La protection du bien-être des artisans et la promotion de leur travail sur un marché international. ~ Nawshin Khair
Nous avons parlé à Nawshin Khair, la directrice créative et gestionnaire chez Aranya (vêtue d'une magnifique tenue en soie délicatement teintée de rouge garance), qui nous a expliqué que « la protection du bien-être des artisans et la promotion de leur travail sur un marché international » étaient essentiels à la philosophie de l'entreprise. La nature intensive en main-d'œuvre de cette activité permet d'augmenter l'emploi des groupes d’artisans ruraux, première étape pour améliorer leurs conditions de vie en générant de nouvelles sources de revenus.

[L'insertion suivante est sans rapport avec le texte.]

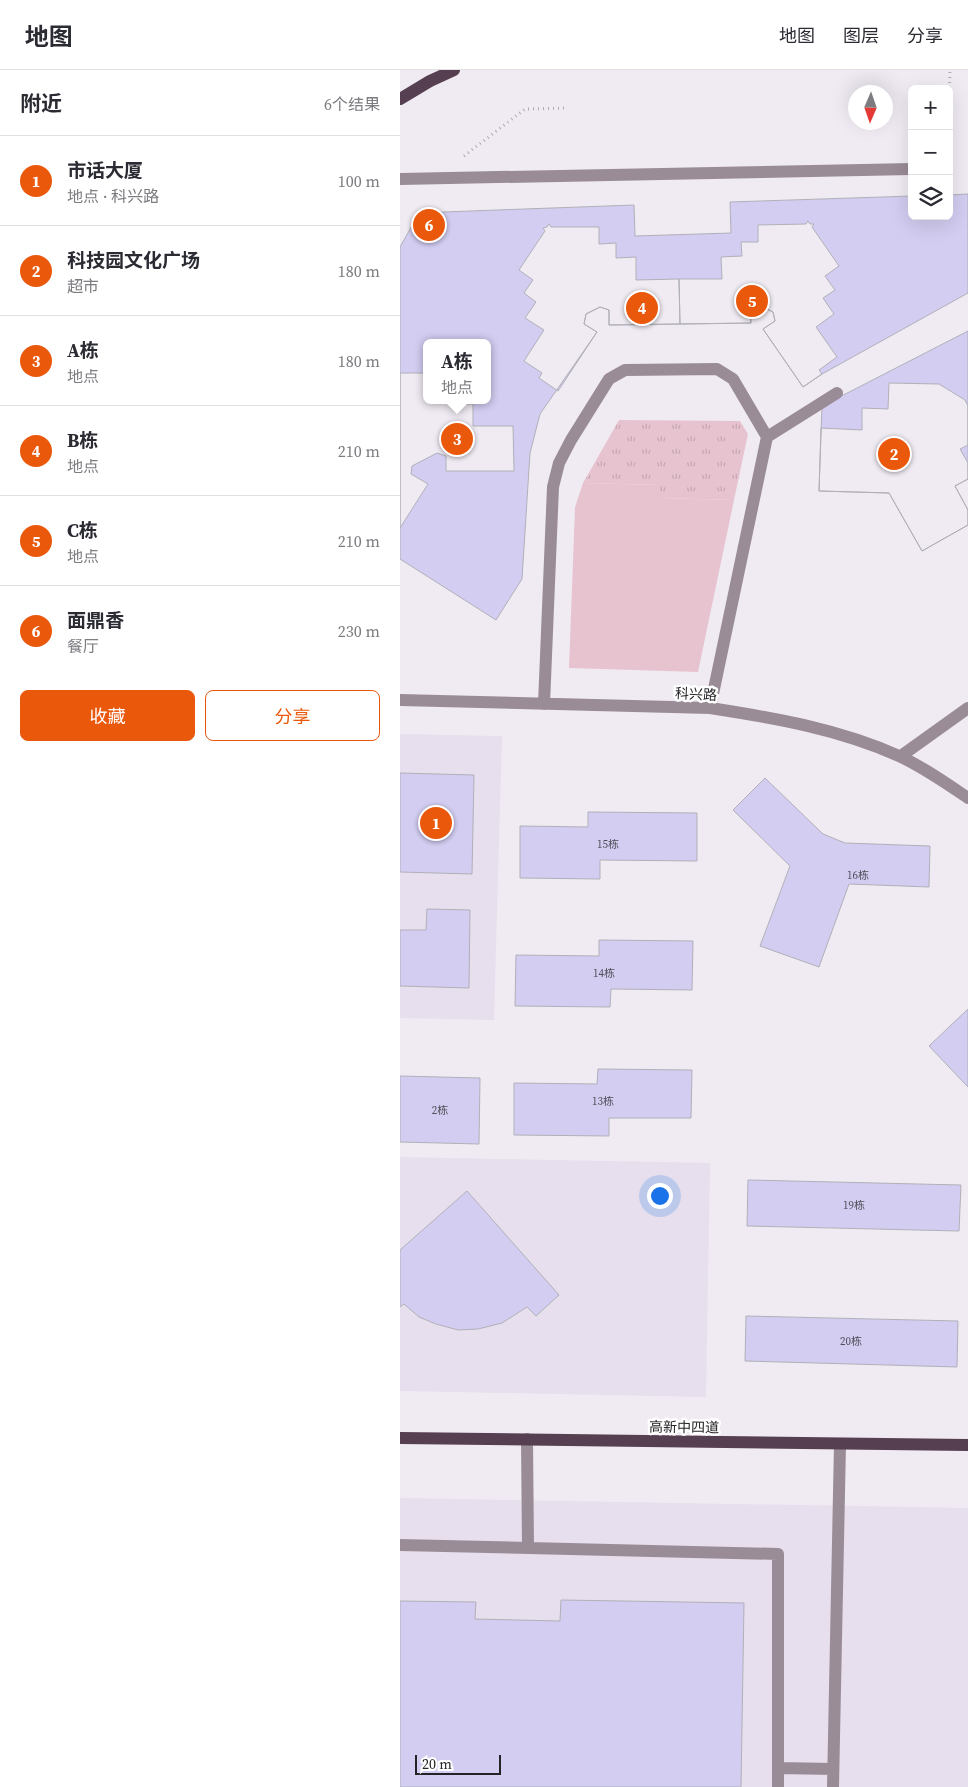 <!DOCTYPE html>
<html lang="zh">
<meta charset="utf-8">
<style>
:root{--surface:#fff;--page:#f7f7f7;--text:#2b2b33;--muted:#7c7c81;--line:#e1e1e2;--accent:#ea580c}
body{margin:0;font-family:"Source Serif 4","Noto Sans SC",serif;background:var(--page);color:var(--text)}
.controls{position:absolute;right:15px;top:15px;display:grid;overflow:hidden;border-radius:8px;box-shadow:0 5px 20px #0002}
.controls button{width:45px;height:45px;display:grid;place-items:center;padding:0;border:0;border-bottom:1px solid var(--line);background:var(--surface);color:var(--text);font:25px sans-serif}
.compass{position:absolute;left:448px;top:15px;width:45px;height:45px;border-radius:50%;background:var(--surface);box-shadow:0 5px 20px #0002;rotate:182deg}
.scale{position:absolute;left:15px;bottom:12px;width:86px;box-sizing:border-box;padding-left:5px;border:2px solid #252326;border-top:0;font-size:14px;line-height:18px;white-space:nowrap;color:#252326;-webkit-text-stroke:4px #fff;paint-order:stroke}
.you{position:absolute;left:259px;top:1125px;width:18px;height:18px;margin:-12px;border:4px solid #fff;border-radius:50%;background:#1a73e8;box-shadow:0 0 0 8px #1a73e833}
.badge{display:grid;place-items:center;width:32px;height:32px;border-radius:50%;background:var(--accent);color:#fff;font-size:16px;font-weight:700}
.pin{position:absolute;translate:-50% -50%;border:2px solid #fff;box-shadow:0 1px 5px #0006}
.popup{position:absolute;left:23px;top:269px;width:68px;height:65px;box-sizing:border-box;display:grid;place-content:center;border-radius:8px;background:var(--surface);filter:drop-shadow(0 1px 4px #0005);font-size:16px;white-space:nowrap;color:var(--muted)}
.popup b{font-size:19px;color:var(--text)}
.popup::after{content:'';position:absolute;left:50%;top:100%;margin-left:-10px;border:10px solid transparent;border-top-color:var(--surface)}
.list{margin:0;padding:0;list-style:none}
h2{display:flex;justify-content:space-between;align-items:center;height:65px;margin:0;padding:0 20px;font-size:21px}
h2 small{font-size:16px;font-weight:400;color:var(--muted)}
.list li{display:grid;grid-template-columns:32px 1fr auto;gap:15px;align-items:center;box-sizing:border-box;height:90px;padding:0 20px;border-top:1px solid var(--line)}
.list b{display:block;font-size:19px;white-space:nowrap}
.list p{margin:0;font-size:16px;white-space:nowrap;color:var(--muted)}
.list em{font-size:16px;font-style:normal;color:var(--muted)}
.actions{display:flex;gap:10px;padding:15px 20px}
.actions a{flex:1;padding:11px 0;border:1px solid var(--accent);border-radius:8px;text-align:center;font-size:18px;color:var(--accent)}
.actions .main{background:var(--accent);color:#fff}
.icon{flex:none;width:28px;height:28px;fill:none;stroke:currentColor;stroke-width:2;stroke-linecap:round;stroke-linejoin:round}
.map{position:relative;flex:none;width:568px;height:1717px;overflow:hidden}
header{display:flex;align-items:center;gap:30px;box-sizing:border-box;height:70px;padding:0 25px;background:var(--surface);border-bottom:1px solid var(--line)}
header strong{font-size:24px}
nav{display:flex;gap:28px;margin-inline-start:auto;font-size:18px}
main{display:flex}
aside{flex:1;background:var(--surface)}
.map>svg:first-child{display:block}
</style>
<header>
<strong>地图</strong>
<nav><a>地图</a><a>图层</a><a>分享</a></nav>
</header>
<main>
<aside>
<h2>附近<small>6个结果</small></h2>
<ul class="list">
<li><span class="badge">1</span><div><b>市话大厦</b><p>地点 · 科兴路</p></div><em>100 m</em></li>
<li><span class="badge">2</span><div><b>科技园文化广场</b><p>超市</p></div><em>180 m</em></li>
<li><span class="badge">3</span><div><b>A栋</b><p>地点</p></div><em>180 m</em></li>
<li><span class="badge">4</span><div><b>B栋</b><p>地点</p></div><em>210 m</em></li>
<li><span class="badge">5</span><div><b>C栋</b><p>地点</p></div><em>210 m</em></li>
<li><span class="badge">6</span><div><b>面鼎香</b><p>餐厅</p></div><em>230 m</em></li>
</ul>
<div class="actions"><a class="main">收藏</a><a>分享</a></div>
</aside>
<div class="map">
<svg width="568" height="1717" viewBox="0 0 568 1717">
<defs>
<pattern id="park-tufts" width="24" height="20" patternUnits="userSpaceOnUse" patternTransform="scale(1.25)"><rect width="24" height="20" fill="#e7c3cf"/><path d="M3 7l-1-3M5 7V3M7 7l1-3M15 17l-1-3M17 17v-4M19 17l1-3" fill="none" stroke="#c6a7b2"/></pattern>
</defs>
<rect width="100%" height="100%" fill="#f0ebf3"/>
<path fill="#e7dfed" d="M0,664L102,666L94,950L0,948Z
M0,1087L310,1093L306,1327L0,1321Z
M0,1428L568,1438V1717H0Z"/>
<path fill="url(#park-tufts)" d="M219,350L340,351L348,364L334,430L260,428V415L183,413Z"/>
<path fill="#e7c3cf" d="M183,413L260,415V428L334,430L298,602L169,598L175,437Z"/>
<path fill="#d2cdf1" stroke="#b1b0b8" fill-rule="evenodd" d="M568,124V223L422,304L403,317L363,259L375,251L373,242L359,235L350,239L351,253L209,255V240L200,237L186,244L184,254L197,262L140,344L130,383L122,509L96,550L0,489V177L14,152L22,146L43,142L234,135L235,166L331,163L330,132L512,126V146H549V125ZM27,273H87V330H27Z
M408,151L410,154H414L412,157L439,196L425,206L435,220L423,228L434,244L416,257L437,287L419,300L422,304L403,317L363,259L375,251L373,242L359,235L350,239L351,253L280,254L279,209H322L321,187L342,186L341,172H358V155L406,154Z
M149,154L151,157H199V174L216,173V188L236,187V210L279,209L280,254L209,255V240L200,237L186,244L184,254L197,262L158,321L139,308L142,303L124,291L144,260L125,248L136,232L124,223L133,210L119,200L145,161L143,158L147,157Z
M568,261V409L555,416L568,440V455L522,481L489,423L419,421L422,336Z
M0,303H27V330H53V334H73V356H113L114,401H46V386L37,383L12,396L11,404L28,414L0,458Z
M489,313L539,314L565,330L568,336V375L560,379L568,393V409L555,416L568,440V455L522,481L489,423L419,421L421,358L462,360V338L488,339Z
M0,703L74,705L72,804L0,802Z
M365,708L423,764L445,773L530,776L529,817L449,814L419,897L360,876L390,796L333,740Z
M188,742L297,743V791L200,790V809L120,808V756L188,757Z
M27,839L70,840L69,918L0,916V860H26Z
M199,870L293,871L292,920L211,919L210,937L115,936L116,885L199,886Z
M568,939V1017L529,976Z
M198,999L292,1000L291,1048H209V1066L114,1065V1013L197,1014Z
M0,1006L80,1008L79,1074L0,1072Z
M348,1110L561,1115L559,1161L347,1156Z
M67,1121L159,1225L136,1246L127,1237L102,1253L78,1259L58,1260L36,1254L19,1247L4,1234L0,1237V1180Z
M346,1246L558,1251L557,1297L345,1291Z
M161,1530L344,1533L341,1717H0V1531L76,1532L75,1549L160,1551Z"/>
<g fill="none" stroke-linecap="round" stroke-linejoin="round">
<path stroke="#afabb1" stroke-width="3" stroke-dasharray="1 4" stroke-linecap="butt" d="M549,33L550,0
M64,86L125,39L168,38"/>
<path stroke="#9a8c97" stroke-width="12" d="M0,109L512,99
M0,630L310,638C375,648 439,659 499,686C523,697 546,713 568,728
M144,634L153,417L159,393L171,370L209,309L225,300L317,299L333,309L367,367
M310,638L367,367L437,323
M501,686L568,638
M127,1369L128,1478
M0,1475L378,1484V1717
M378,1698L433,1699
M433,1717L440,1374"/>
<path stroke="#563f50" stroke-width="12" d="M0,29L30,11L54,0
M0,1368L568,1375"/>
</g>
<g text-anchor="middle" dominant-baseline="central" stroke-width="5" stroke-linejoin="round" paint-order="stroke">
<g font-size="11" fill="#504e59">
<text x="208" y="774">15栋</text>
<text x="458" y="805">16栋</text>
<text x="204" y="903">14栋</text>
<text x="203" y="1031">13栋</text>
<text x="40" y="1040">2栋</text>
<text x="454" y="1135">19栋</text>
<text x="451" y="1271">20栋</text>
</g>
<g font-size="14" fill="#252326" stroke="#fff">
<text transform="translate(296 624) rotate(3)">科兴路</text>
<text transform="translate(284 1357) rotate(1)">高新中四道</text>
</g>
</g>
</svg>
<div class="controls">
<button>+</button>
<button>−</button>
<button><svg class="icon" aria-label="layers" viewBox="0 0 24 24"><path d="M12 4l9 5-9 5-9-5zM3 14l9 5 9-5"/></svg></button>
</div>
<svg class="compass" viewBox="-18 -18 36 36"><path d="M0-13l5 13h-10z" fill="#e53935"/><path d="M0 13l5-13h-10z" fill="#7c7c81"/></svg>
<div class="scale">20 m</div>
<div class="you"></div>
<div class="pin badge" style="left:36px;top:753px">1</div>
<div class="pin badge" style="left:494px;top:384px">2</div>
<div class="pin badge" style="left:57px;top:369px">3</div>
<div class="popup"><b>A栋</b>地点</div>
<div class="pin badge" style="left:242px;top:238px">4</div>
<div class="pin badge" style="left:352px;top:231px">5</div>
<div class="pin badge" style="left:29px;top:155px">6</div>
</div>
</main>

La création d'un produit de qualité et prestigieux leur permettra ensuite d'accéder aux marchés et de s'assurer que le fruit de leur travail artisanal est correctement valorisé. Cependant, la gestion d'un réseau aussi important d'artisans ruraux est un défi majeur, et l'un des prochains grands projets de Nawshin sera de créer une école d'artisanat « pour former à, et structurer correctement ces métiers, afin de formaliser l'éducation pour l'artisanat. Sans une telle structure, il sera difficile de maintenir ces savoirs-faire. »
Il existe de nombreux obstacles au projet de relance de l'artisanat, « le plus évident étant l'industrialisation galopante; deuxièmement, peu de personnes veulent apprendre l'artisanat de nos jours, car il faut des années pour en acquérir la maîtrise. » Mais il existe également de nouvelles opportunités, « la durabilité est maintenant une grande préoccupation, elle est plus formalisée qu'elle ne l'était lorsque nous avons commencé... nous avons une empreinte carbone réduite, en utilisant des teintures naturelles, il n'y a pas de déchets chimiques déversés dans les rivières, tout le processus est aussi authentique que possible... et nous utilisons tellement peu d'eau. Protéger l'espace artisanal peut vraiment être bénéfique pour le monde. »
Nawshin fait preuve d’une passion et d’une connaissance de l'artisanat bangladais, et de l'industrie textile, tout à fait remarquables. Elle fait partie d'un petit groupe d'enthousiastes et de militants qui poussent pour une transformation de l'industrie, mais aussi pour un changement de perception, la prise de conscience que ces savoirs-faire traditionnels protègent non seulement le patrimoine artisanal immatériel, mais a également la capacité de faire un énorme bien, tant au niveau social pour les artisans qui peuvent gagner leur vie grâce à ce travail, qu'au niveau environnemental, car les produits faits à la main ont beaucoup moins d'impact sur notre écosystème. Si nous connaissons, et chérissons l'histoire derrière un objet, nous le traiterons avec encore plus de soin, et soutenir l'artisanat est un acte positif pour le consommateur conscient.